Big Bills, Tiny Growth

The territory’s vital signs are not looking good

The latest population numbers were announced just as the 17th Legislature began its final sitting this Tuesday and regular MLAs launched their attack on the cabinet’s plan to boost the electrical rate subsidy to a total of $50 million.

Applied for the first time last year to pay for the diesel burned to compensate for low water in the Snare hydro-electric system, the subsidy is a key component in the government’s strategy to hold down the cost of living and stem the exodus from the Northwest Territories.

So far, the plan doesn’t seem to be working.
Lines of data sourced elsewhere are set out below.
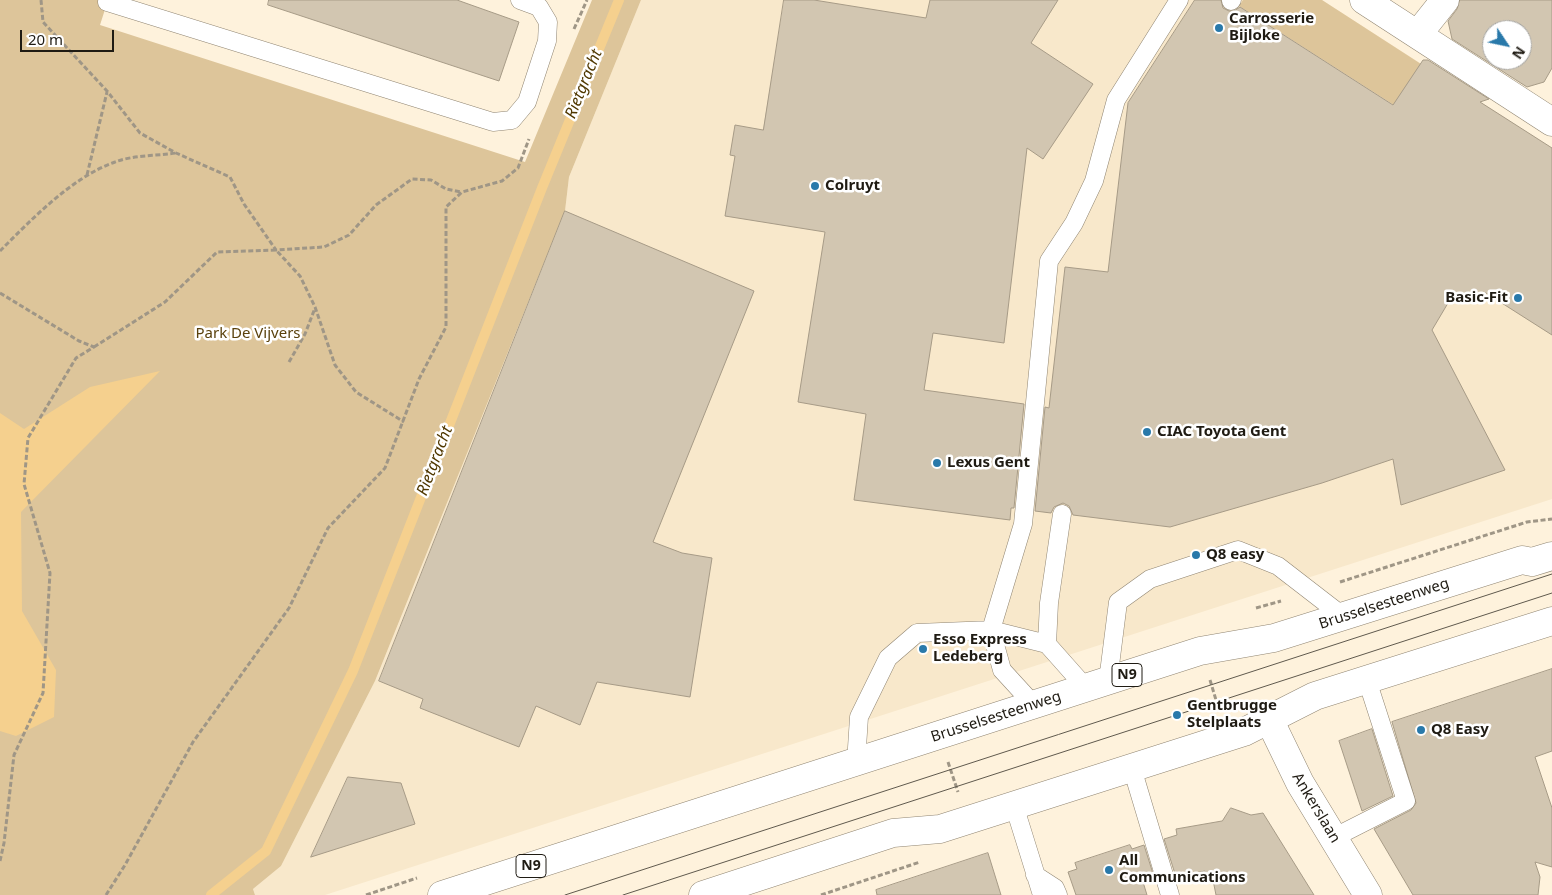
<!DOCTYPE html>
<style>
body{margin:0}
#map{position:relative;width:1552px;height:895px;overflow:hidden;background:#fef2dc;font-family:"Noto Sans",sans-serif}
canvas{display:block}
.north{position:absolute;left:1482px;top:20px;width:50px;height:50px;box-sizing:border-box;background:#fff;border:1px solid #a5a4a1;border-radius:50%;rotate:124deg;font-size:14px;font-weight:700;line-height:20px;text-align:center;color:#1f1b13}
.north::after{content:'';display:block;margin:auto;width:18px;height:22px;background:#2979aa;clip-path:polygon(50% 0,100% 100%,50% 72%,0 100%)}
.scale{position:absolute;left:20px;top:30px;width:94px;height:22px;box-sizing:border-box;border:2px solid #1f1b13;border-top:0;padding-left:6px;font-size:15px;line-height:18px;white-space:nowrap;color:#1f1b13;-webkit-text-stroke:4px #fff;paint-order:stroke}
</style>
<div id="map">
<canvas width="1552" height="895"></canvas>
<div class="north">N</div>
<div class="scale">20 m</div>
</div>
<script>
const c = document.querySelector('canvas').getContext('2d');
c.lineJoin = 'round';
function paint(path, color) {
  c.fillStyle = color;
  c.fill(path, 'evenodd');
}
function strokePath(path, color, width, dash) {
  c.strokeStyle = color;
  c.lineWidth = width;
  c.lineCap = dash ? 'butt' : 'round';
  c.setLineDash(dash || []);
  c.stroke(path);
}
function drawText(font, color, halo, rows, align = 'center') {
  c.font = font + ' "Noto Sans",sans-serif';
  c.lineWidth = 5;
  c.setLineDash([]);
  c.textBaseline = 'middle';
  c.strokeStyle = halo;
  c.fillStyle = color;
  for (const [text, x, y, turn = 0] of rows) {
    c.save();
    c.translate(x, y);
    c.rotate((+turn || 0) * Math.PI / 180);
    c.textAlign = isNaN(turn) ? turn : align;
    if (halo) c.strokeText(text, 0, 0);
    c.fillText(text, 0, 0);
    c.restore();
  }
}
paint(new Path2D(`
 M641 0H1322L1552 148V499L325 895H255L253 889 281 866 375 681 565 211 569 177Z`), '#f8e8cb');
paint(new Path2D(`
 M0 0H108L100 25 525 162 592 0H641L569 177 565 211 375 681 281 866 253 889 255 895H0Z
 M1243 0H1322L1421 64 1422 123 1239 6Z`), '#ddc59a');
paint(new Path2D(`
 M160 371 21 512 22 611 56 670 54 717 16 736 0 731V413L24 429 90 387Z`), '#f5d08e');
strokePath(new Path2D(`
 M211 895 266 851 353 671 542 188 619 0`), '#f5d08e', 10);
const building = new Path2D(`
 M269 0H457L519 22 499 81 268 5Z
 M784 0H814L926 18 930 0H1058L1031 43 1093 84 1043 159 1027 148 1004 343 933 333 924 390 1024 404 1014 508H1011L1010 520 854 500 866 414 798 402 825 232 725 216 735 156 730 155 735 125 763 130Z
 M1195 0H1221L1223 8 1229 11H1234L1240 7 1393 105 1423 60H1428L1489 99 1480 102 1552 148V335L1486 293 1451 298 1432 330 1505 470 1401 505 1393 459 1322 483 1170 527 1073 515 1069 506 1063 503 1054 507 1051 513 1035 511 1045 407 1049 408 1065 267 1108 272 1128 103Z
 M1460 0H1552V68L1544 82 1527 87 1452 39 1448 21 1457 9ZM1492 30H1522V60H1492Z
 M565 211 754 291 653 542 682 553 712 558 690 697 597 682 580 725 536 706 519 747 420 708 423 699 379 681Z
 M1552 669V751L1535 757 1552 808V867L1535 862 1540 877 1538 895H1413L1374 829 1411 810 1416 803 1392 722Z
 M1372 729 1393 796 1362 811 1339 741Z
 M348 777 401 783 415 824 311 857Z
 M1231 808 1251 815 1263 813 1314 895H1216L1213 880H1207L1205 871 1176 877 1164 839 1177 835 1176 829 1222 821Z
 M1130 845 1132 849 1144 845 1155 880 1143 882 1147 895H1076L1068 872 1077 869 1075 863Z
 M988 853 1001 895H877L876 890Z`);
paint(building, '#d2c6b1');
strokePath(building, '#a79b87', 1);
const lane = new Path2D(`
 M1231 1 1232 0
 M107 2 493 122 512 120 527 102 547 41 548 22 539 7 520 0
 M1047 644 1049 603 1062 514
 M1108 681 1118 602 1150 579 1238 550 1278 566 1344 617
 M1086 688 1047 644 991 630 1023 524 1049 261 1074 223 1094 181 1116 100 1179 0
 M856 763 859 717 888 658 917 633 991 630 1002 670 1034 705
 M1132 768 1170 895
 M1014 805 1042 895
 M1333 838 1406 801 1367 680
 M1035 875 1055 888 1058 895`);
const street = new Path2D(`
 M1364 0 1552 122
 M1418 34 1445 0
 M1269 719 1300 783 1368 895`);
const primary = new Path2D(`
 M442 895 1200 651 1274 638 1522 560 1532 562 1552 556
 M703 895 893 833 940 829 1244 732 1315 696 1552 621`);
strokePath(lane, '#908572', 19);
strokePath(street, '#908572', 29);
strokePath(primary, '#908572', 29);
strokePath(new Path2D(`
 M41 0 43 22 107 91 140 133 176 153 230 177 244 204 276 250 324 247 349 235 376 205 412 179 431 180 446 189 461 192
 M574 29 587 0
 M87 175 107 92
 M0 251C31 220 72 177 115 162 133 155 156 156 176 153
 M0 293 79 341 94 347 76 358 28 438 24 484 50 573 43 693 14 755 4 843 0 861
 M94 347 165 302 217 252 276 250 300 276 315 307 335 365 356 392 404 422
 M289 362 305 334 315 308
 M1340 582 1527 522 1552 519
 M1256 608 1281 601
 M1210 680 1219 710
 M948 762 958 792
 M106 895 125 865 193 742 289 608 328 528 385 468 419 379 446 327V207L462 192 502 181 518 168 529 139
 M366 895 417 878
 M821 895 920 862`), '#9f9686', 3, [5, 2.5]);
strokePath(lane, '#fff', 18);
strokePath(street, '#fff', 28);
strokePath(primary, '#fff', 28);
strokePath(new Path2D(`
 M565 895 1552 574
 M623 895 1552 593`), '#5f594d', 1);
for (const [x, y, r, color] of [
 [1219,28,5,"#2979aa"],
 [815,186,5,"#2979aa"],
 [1518,298,5,"#2979aa"],
 [1147,432,5,"#2979aa"],
 [937,463,5,"#2979aa"],
 [1196,555,5,"#2979aa"],
 [923,649,5,"#2979aa"],
 [1177,715,5,"#2979aa"],
 [1421,730,5,"#2979aa"],
 [1109,870,5,"#2979aa"]
]) {
  const dot = new Path2D();
  dot.arc(x, y, r, 0, 2 * Math.PI);
  c.fillStyle = color;
  c.fill(dot);
  strokePath(dot, '#fff', 2);
}
for (const [x, y, w] of [
 [1127,675,30],
 [531,866,30]
]) {
  const box = new Path2D();
  box.roundRect(x - w / 2, y - 11.5, w, 23, 4);
  c.fillStyle = '#fff';
  c.fill(box);
  strokePath(box, '#1f1b13', 1);
}
drawText('bold 14px', '#1f1b13', null, [
 ["N9",1127,675],
 ["N9",531,866]
]);
drawText('bold 15px', '#1f1b13', '#fff', [
 ["Carrosserie",1229,19],
 ["Bijloke",1229,36],
 ["Colruyt",825,186],
 ["Basic-Fit",1508,298,"right"],
 ["CIAC Toyota Gent",1157,432],
 ["Lexus Gent",947,463],
 ["Q8 easy",1206,555],
 ["Esso Express",933,640],
 ["Ledeberg",933,657],
 ["Gentbrugge",1187,706],
 ["Stelplaats",1187,723],
 ["Q8 Easy",1431,730],
 ["All",1119,861],
 ["Communications",1119,878]
], 'left');
drawText('15px', '#5a410c', '#fff', [
 ["Park De Vijvers",248,334]
]);
drawText('15px', '#1f1b13', '#fff', [
 ["Brusselsesteenweg",1384,604,-18],
 ["Brusselsesteenweg",996,717,-18],
 ["Ankerslaan",1316,808,59]
]);
drawText('italic 16px', '#503800', '#fff', [
 ["Rietgracht",584,84,-68],
 ["Rietgracht",435,461,-69]
]);
</script>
Between July 1, 2014 and July 1, 2015, Statistics Canada reported that the territory lost 452 people as 2,626 left and only 2,174 moved in.


The territory relied on 78 international immigrants and a vigorous birth rate that outpaced deaths 687 to 205, for a gain of just 108 people – growing to 40,088, a 0.2 percent growth and the lowest increase in the North.

Yukon grew by 1.2 percent to 37,428 and Nunavut by 2.3 percent to 38,919.

Angry MLAs are threatening to reject the latest subsidy pledge because they were not consulted and learned of it through media reports. If they follow through, says Premier Bob McLeod, the subsidy will be cancelled.

With the territorial election set for November 23, McLeod is betting that MLAs will relent rather than face voters whom without the subsidy, will be looking at a whopping 24 percent jump in their electricity bills.